ALEKSANDRA WÓJCIK (przyjmująca ŁKS Commercecon Łódź) Kroczek do tego finału na pewno zrobiłyśmy i teraz czas na kolejny. Najważniejsze jest, żeby jeszcze poprawić naszą grę, wyeliminować te błędy, które pojawiły się w meczu w Rzeszowie i dobrze przygotować się do spotkania w niedzielę.
- W rundzie zasadniczej i Pucharze Polski nie potrafiłyście pokonać Developresu, ale w tej najważniejszej części sezonu, jaką jest play-off, przełamałyście złą serię…
- No tak, ale to jest już walka o medale i to co było wcześniej nie ma większego znaczenia. Teraz piszemy nową historię, więc to, że wcześniej z Developresem nie udało nam się wygrać, to już nie jest ważne. Liczy się to co jest teraz i mamy okazję w najlepszy sposób zrehabilitować się za tamte niepowodzenia.
- Przez pierwsze dwa sety meczu w Rzeszowie ŁKS grał świetnie, w czym duża pani zasługa (70 proc. skuteczności w przyjęciu, bloki, skuteczna zagrywka) i gdy wydawało się, że mecz zamkniecie w III setach, oddałyście inicjatywę rywalkom.
- Może faktycznie trochę za łatwo przyszły nam te dwa sety i uwierzyłyśmy, że ten trzeci też uda nam się łatwo wygrać. Trochę zwolniłyśmy swoją grę i dziewczyny z Rzeszowa to wykorzystały. Najważniejsze, że potrafiłyśmy po tych dwóch słabych setach wyjść całkowicie zmotywowane, żeby zdobyć te piętnaście punktów w tie-breaku i wywieźć bardzo ważne zwycięstwo.
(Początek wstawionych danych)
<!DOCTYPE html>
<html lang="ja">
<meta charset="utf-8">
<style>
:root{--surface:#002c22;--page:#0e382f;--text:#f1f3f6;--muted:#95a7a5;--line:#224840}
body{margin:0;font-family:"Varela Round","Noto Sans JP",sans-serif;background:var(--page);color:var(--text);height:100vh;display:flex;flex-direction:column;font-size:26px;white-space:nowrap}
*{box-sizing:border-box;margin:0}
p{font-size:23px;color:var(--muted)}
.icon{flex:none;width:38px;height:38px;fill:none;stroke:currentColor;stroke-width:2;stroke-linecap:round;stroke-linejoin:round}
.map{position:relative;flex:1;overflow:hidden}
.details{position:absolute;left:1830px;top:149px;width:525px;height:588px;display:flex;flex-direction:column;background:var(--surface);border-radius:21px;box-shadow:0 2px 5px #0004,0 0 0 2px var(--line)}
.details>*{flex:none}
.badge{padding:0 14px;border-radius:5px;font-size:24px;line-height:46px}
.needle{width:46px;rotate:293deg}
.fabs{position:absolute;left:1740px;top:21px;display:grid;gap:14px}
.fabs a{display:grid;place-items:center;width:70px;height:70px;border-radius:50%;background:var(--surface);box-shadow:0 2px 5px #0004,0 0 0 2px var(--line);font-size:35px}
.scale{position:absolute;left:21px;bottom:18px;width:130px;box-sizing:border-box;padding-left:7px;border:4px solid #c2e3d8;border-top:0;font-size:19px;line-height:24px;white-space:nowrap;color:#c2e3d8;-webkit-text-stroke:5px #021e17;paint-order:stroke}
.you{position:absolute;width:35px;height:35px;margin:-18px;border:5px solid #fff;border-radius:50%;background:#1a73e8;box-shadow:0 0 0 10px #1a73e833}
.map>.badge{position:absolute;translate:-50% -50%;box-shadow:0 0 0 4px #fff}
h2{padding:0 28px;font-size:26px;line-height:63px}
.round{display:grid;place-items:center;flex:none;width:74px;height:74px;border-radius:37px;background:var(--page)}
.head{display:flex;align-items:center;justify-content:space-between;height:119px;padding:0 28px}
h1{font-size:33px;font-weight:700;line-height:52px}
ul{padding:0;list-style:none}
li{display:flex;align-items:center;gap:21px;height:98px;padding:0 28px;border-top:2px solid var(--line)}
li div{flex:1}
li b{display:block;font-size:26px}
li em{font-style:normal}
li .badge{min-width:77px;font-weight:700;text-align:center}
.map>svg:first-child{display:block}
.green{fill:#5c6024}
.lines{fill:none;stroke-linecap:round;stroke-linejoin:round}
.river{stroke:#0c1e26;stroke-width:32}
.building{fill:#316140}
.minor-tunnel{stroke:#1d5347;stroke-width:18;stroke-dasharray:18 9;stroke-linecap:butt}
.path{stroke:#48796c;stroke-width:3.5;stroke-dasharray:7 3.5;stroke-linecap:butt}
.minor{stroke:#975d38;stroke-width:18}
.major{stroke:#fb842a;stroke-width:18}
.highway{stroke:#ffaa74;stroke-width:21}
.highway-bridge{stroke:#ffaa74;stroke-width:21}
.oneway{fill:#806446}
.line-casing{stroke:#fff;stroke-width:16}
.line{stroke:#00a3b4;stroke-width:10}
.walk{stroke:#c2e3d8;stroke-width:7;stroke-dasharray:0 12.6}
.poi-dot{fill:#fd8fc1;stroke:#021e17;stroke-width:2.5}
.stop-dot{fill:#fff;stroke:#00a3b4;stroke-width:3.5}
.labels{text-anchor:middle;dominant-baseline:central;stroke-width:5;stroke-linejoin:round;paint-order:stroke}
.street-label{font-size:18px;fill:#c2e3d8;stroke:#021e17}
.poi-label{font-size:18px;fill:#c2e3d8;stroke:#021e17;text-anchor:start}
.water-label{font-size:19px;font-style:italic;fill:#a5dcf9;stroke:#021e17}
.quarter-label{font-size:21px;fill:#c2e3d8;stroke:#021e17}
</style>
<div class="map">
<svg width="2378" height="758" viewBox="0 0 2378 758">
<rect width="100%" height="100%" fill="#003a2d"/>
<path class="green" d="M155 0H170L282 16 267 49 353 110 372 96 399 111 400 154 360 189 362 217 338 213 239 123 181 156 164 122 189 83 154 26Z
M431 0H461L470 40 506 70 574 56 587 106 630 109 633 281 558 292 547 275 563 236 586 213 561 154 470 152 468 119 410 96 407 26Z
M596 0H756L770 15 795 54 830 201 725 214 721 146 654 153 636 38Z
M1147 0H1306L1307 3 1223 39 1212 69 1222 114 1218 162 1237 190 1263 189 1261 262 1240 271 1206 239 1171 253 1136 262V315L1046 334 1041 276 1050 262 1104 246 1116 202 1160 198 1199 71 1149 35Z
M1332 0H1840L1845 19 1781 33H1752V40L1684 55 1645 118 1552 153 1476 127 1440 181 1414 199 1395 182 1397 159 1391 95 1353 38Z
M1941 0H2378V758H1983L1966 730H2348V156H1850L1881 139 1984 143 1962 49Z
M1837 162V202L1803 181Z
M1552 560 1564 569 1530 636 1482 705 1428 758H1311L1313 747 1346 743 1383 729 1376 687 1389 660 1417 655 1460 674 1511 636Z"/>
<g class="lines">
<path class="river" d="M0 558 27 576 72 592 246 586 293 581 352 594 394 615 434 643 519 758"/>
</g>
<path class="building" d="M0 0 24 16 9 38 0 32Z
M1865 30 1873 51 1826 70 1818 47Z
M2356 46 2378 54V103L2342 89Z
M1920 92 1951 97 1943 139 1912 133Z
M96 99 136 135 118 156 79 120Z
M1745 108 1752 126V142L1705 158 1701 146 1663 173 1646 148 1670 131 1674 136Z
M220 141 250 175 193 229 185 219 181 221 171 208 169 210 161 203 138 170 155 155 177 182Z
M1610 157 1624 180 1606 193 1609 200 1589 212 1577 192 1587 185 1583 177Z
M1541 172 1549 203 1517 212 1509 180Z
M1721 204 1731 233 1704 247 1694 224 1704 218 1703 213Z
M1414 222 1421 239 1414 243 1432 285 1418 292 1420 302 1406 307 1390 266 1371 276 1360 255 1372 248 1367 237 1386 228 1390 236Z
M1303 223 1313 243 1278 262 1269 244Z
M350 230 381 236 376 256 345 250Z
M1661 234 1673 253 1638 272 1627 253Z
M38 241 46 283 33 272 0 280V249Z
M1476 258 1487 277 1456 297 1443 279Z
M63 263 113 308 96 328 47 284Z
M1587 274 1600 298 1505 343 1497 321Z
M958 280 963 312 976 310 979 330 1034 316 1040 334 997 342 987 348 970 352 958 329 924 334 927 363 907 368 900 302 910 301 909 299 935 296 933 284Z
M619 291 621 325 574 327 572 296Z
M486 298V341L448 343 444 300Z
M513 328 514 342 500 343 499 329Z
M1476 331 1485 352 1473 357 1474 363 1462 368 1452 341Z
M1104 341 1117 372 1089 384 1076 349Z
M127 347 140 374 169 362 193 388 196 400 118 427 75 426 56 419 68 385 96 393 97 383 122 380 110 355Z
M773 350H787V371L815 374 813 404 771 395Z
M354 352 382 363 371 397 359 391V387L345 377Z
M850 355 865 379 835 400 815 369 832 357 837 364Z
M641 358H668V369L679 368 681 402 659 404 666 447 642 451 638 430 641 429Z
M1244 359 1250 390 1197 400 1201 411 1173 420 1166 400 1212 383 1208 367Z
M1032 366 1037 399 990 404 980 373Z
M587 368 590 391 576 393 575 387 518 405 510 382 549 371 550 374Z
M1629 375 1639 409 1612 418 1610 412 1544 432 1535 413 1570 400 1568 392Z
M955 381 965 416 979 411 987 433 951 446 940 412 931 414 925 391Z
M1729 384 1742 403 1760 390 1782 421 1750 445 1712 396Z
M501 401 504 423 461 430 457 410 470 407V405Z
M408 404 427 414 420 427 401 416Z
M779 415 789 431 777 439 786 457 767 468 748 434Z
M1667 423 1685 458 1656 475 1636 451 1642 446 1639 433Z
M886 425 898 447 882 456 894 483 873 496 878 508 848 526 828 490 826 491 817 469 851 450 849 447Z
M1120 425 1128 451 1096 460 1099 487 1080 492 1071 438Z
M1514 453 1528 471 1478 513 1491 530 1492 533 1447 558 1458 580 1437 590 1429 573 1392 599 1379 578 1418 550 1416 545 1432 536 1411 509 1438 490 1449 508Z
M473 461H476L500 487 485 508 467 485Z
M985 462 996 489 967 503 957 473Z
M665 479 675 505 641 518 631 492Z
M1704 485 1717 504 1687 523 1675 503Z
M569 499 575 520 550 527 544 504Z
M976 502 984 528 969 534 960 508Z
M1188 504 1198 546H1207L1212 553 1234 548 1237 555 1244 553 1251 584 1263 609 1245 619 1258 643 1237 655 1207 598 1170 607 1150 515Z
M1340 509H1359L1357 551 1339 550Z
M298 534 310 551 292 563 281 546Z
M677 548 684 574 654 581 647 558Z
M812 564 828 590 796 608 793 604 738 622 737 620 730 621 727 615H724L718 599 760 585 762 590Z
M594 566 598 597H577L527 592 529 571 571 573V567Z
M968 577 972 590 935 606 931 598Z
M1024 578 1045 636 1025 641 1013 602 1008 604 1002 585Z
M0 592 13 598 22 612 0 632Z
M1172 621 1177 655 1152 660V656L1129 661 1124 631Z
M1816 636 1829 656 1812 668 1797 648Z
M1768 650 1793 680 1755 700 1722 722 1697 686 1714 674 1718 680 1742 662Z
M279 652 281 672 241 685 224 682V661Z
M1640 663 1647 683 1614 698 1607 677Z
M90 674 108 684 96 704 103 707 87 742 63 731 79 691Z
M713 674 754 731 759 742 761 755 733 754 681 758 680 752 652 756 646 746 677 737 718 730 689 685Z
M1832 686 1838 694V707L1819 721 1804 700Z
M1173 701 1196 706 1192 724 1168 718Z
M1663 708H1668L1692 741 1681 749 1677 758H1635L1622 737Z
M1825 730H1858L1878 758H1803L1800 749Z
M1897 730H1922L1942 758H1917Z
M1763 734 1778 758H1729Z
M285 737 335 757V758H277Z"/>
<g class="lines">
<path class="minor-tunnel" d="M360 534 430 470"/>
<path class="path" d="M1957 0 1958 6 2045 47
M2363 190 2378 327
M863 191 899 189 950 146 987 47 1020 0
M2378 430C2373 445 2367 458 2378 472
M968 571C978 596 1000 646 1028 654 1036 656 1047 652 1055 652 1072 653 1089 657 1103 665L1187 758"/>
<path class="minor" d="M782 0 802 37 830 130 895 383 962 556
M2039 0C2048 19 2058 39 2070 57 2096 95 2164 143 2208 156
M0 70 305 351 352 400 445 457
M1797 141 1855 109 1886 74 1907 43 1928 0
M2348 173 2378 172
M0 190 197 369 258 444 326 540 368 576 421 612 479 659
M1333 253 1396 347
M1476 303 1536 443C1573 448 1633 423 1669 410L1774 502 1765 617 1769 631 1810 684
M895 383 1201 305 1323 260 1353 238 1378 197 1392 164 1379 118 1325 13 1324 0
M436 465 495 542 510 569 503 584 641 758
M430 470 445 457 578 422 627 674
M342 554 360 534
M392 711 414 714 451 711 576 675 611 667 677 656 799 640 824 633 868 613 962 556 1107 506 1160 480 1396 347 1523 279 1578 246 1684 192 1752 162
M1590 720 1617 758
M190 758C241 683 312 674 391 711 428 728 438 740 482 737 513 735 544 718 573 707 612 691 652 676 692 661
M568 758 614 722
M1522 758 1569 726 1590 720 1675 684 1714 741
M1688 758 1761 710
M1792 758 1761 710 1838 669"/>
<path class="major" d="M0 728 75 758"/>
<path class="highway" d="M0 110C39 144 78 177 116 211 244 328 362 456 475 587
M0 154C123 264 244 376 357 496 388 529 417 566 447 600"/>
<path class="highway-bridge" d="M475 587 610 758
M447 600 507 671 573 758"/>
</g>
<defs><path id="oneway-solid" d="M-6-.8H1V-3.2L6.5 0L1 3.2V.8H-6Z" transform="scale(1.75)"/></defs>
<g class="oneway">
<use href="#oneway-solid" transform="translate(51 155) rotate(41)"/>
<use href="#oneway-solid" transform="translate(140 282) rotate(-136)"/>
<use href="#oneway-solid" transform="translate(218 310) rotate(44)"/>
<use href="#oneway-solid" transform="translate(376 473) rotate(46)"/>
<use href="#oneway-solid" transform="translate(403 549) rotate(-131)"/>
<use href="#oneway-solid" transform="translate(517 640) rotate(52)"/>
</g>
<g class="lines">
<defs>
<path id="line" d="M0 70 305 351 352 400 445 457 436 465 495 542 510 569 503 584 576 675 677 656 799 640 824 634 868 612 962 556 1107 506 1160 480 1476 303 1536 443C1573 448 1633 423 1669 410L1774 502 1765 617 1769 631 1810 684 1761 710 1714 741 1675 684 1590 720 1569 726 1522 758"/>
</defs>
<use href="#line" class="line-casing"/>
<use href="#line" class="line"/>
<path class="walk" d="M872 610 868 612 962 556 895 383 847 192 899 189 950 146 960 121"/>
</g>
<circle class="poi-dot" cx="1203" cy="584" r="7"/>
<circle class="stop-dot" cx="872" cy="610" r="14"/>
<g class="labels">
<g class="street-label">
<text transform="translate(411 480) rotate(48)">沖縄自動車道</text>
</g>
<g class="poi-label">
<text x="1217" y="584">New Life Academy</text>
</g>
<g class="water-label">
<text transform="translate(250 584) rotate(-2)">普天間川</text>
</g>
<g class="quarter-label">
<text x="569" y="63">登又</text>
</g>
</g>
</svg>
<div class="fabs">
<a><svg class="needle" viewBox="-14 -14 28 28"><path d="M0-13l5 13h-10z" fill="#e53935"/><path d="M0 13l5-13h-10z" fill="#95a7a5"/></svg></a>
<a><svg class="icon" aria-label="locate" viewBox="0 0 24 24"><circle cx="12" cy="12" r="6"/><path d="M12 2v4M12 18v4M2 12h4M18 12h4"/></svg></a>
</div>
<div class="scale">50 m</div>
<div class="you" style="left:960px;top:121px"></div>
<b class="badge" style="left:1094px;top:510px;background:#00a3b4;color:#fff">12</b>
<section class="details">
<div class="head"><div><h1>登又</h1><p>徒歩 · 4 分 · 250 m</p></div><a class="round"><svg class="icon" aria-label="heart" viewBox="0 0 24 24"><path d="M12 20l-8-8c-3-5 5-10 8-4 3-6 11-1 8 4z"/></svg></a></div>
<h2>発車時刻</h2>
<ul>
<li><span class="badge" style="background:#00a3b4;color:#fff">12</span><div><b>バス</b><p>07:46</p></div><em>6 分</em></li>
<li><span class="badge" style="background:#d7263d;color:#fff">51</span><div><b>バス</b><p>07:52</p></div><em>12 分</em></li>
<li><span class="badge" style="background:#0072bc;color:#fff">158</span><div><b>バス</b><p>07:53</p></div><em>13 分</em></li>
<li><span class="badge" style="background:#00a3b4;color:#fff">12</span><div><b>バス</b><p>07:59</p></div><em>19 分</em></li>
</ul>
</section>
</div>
- Gdy rywalki doprowadziły do tie-breaka i były wyraźnie na fali, gdzieś przez głowę nie przechodziły myśli, że zwycięstwo wymyka się wam z rąk?
- Myślę, że nie. Wiemy po co i o co gramy, a walczy się zawsze do ostatniej piłki. Tie-break rządzi się swoimi prawami, potrzeba jest w nim trochę szczęścia, a my miałyśmy je nieco po swoje stronie. Uspokoiłyśmy swoją grę i weszłyśmy na ten odpowiedni poziom z dwóch pierwszych setów.
- Od ub. sezonu zawsze coś niespodziewanego wydarza się w tej rywalizacji ŁKS-u z Developresem. Nie ma szans na spokojne mecze?
- To chyba dobrze, że zawsze coś się dzieje, żeby były dobre widowiska. Na ocenę tej naszej rywalizacji przyjdzie czas później. Na razie cieszymy się ze zwycięstwa i przygotowujemy się do rewanżu.
- W Rzeszowie padł rekord frekwencji tego sezonu na meczu LSK, ale te cztery tysiące kibiców nie było aż takim atutem dla Developresu, żeby choćby wybić was z rytmu itd. Wasi kibice na pewno też stworzą gorącą atmosferę, co pokazywali już wiele razy…
- Zdecydowanie mamy najlepszych kibiców, którzy nawet w Rzeszowie w sporej grupie nas dopingowali. Atmosfera na Podpromiu była niesamowita. Wierzymy, że na meczu w Łodzi też trybuny się zapełnią, a doping naszych fanów poniesie nas do zwycięstwa. Zawsze możemy na nich liczyć, robią super atmosferę i też dla nich gramy. Zrobimy wszystko, żeby wygrać i nie przyjeżdżać już w tym sezonie do Rzeszowa.